Pontius Pilate, is one of these first round of governors posted to the province of Judea, once it was given over to Roman military governorship. And the stone that we now have from Caesarea ... is very important. It gives us three pieces of information. First, it tells us that Pontius Pilate was the Governor. Secondly, it calls him a Prefect. That's what we see in line three of the text. Thirdly, and in some ways most interestingly, the first line tells us that Pilate had built a Tibereum. What that means is, a temple for the Emperor Tiberius, as part of the Imperial Cult. Thus, here we have, at Caesarea Maritima, a Roman Governor building a temple in honor of the Roman Emperor.

Paula Fredriksen:

William Goodwin Aurelio Professor of the Appreciation of Scripture, Boston University

HEROD AND THE TEMPLE

Tell me a little bit about Herod the Great as a person. I mean, he was a man of enormous ambition. What kind of person was he?

Herod the Great was probably one of the greatest kings of the post-Biblical period in Israel, but you wouldn't want your daughter to date him. He was ambitious, brutal, extremely successful; he brooked no opposition, either with family or with politics. He was ... a genius of [a] self-made man. Thanks to the political connections of his father, he was able to marry into the ruling family in Judea. And it was under his kingship that post-Biblical Israel really rose to its political and material heights in the early days of the Roman Empire. Herod was a successful client king, which meant that as long as he paid tribute to Rome and was on the correct side of any kind of Roman fracas, he protected the political independence and liberty of Jews in Israel. And... he did that very well. He also advertised the success and wealth of his own regime and the importance of his people by having an incredibly ambitious program of building ... some of the most beautiful buildings that we have still existing in the land of Israel were done under Herod. Of course, his great architectural gift to posterity was what he did with the Temple in Jerusalem.

Why did Herod want to build a Temple? What would it mean to him?

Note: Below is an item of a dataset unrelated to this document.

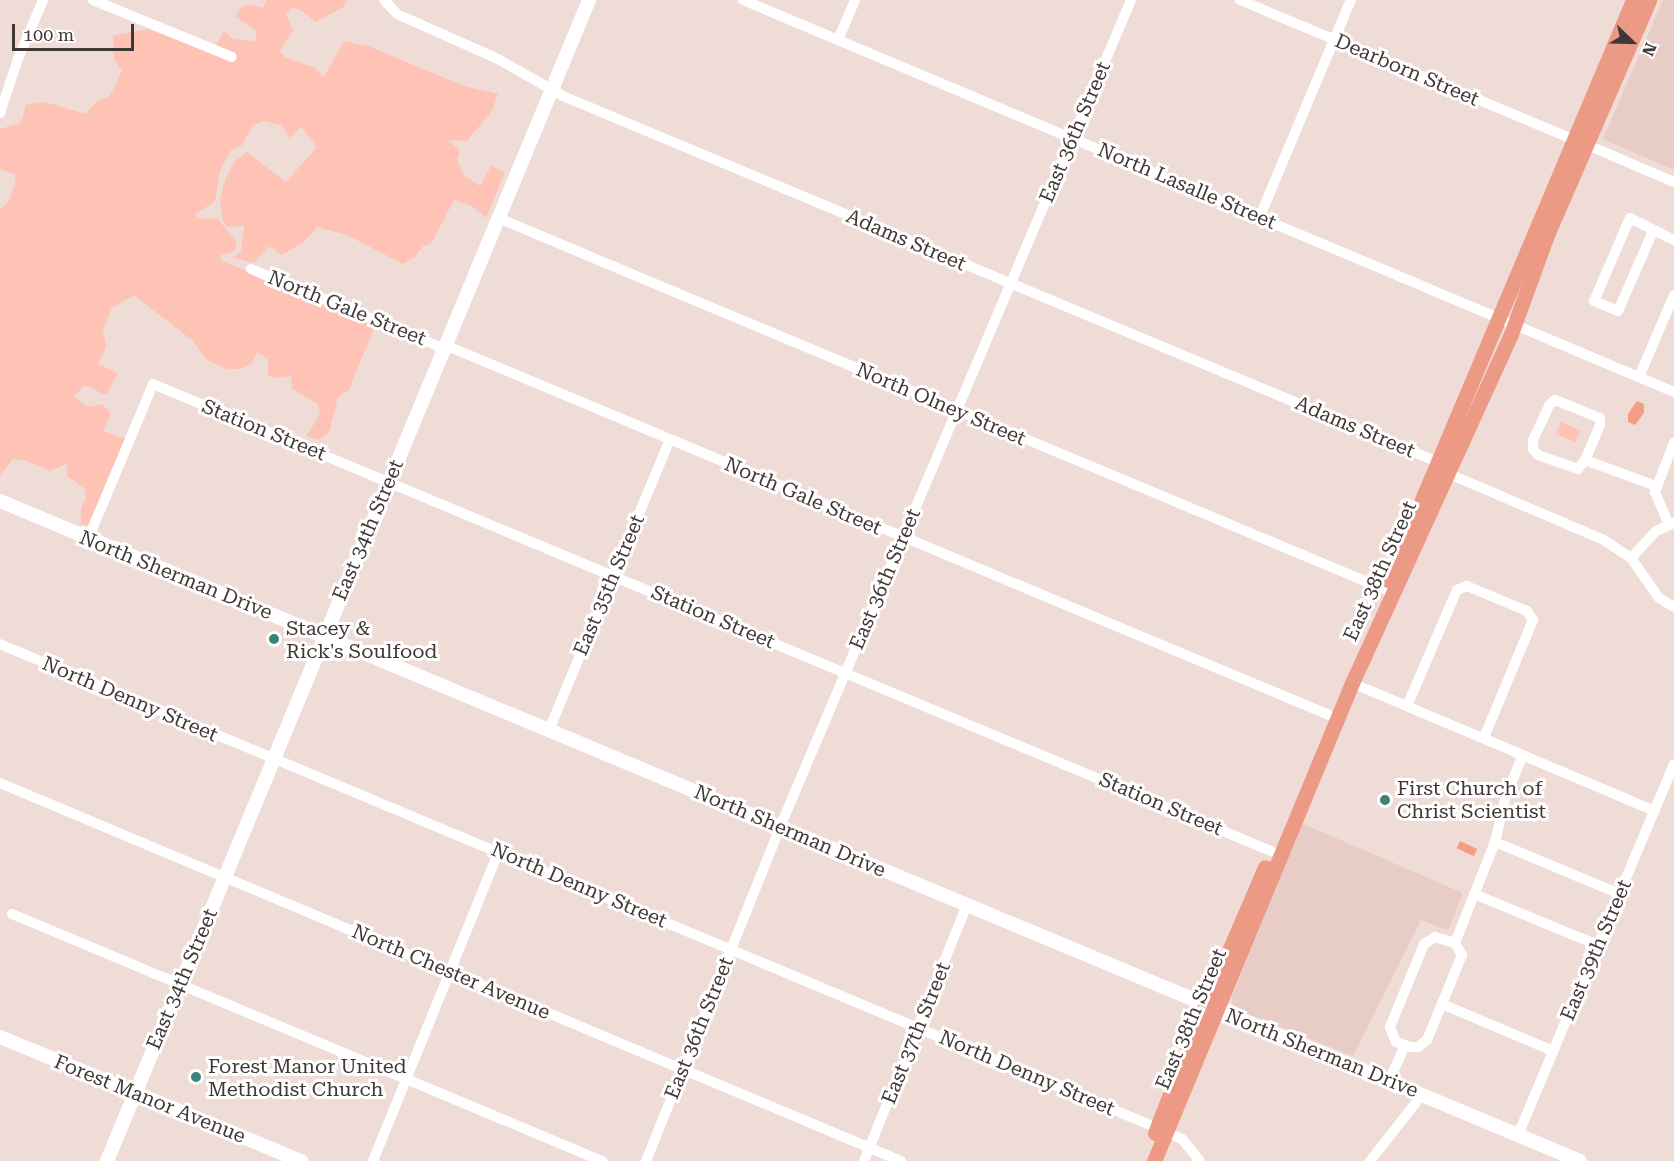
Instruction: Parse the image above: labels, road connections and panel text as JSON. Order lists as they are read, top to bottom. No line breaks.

The Temple in Jerusalem was the symbolic and, in a sense, political heart of the country.... But by building the Temple, Herod established a residence with Jewish history.... By rebuilding the Temple ... refurbishing it ... making it enormous and really one of the architectural marvels of the ancient world, he not only increased enormously the religious prestige of Judaism, but , if political history is in a sense the history of real estate development, he enabled Judea to have a positive balance of trade. Jerusalem, then as now, was one of the major centers of tourism. Not only Jewish tourism, but gentiles as well would come up to Jerusalem.... The way to think of the Temple with Herod's vision, is to think almost of an airport as much as a of a church or something like that. He created architecturally, a space that could accommodate an enormous number of pilgrims and tourists and interested others. And by doing this, he made a statement. Not only about his own country, but about the God of Israel.

Eric Meyers:

Professor of Religion and Archaeology Duke University

INFLUENCE OF HEROD THE GREAT

There's nobody in all Jewish history, I could say without hesitation, who has had a greater influence on the material culture and splendor of Palestine Israel than Herod the Great. His building plan was ambitious beyond expectation, beyond belief. And his ability to bring local resources as well as foreign resources to bear on his public works program was unparalleled. And this was especially interesting because he was such a nasty person, such a evil man in many ways, but he was a brilliant strategist, and a brilliant politician. And his public works program, coming as it did after the great earthquake of 31 B.C.E., was a way of bringing diverse communities together in Palestine. He brought Pharisees together with the Essenes and all sorts of people. His public works really brought the community back together. And it is one of the real untold ironies of Jewish history that this man, who's the guy you love to hate in Jewish history really, leaves the most indelible mark on the face of the land of Israel. Whether it's the western wall or the Temple itself, with all of its splendor, or the great amphitheater at Caesarea, or the harbor at Caesarea, all of these magnificent monuments are attributed to him and his working relationship with both local indigenous peoples as well as foreign sponsors.

L. Michael White:

TENSIONS IN JUDEA AT THE TIME OF JESUS' BIRTH

Can you describe the situation in Judea at the time of Jesus' birth?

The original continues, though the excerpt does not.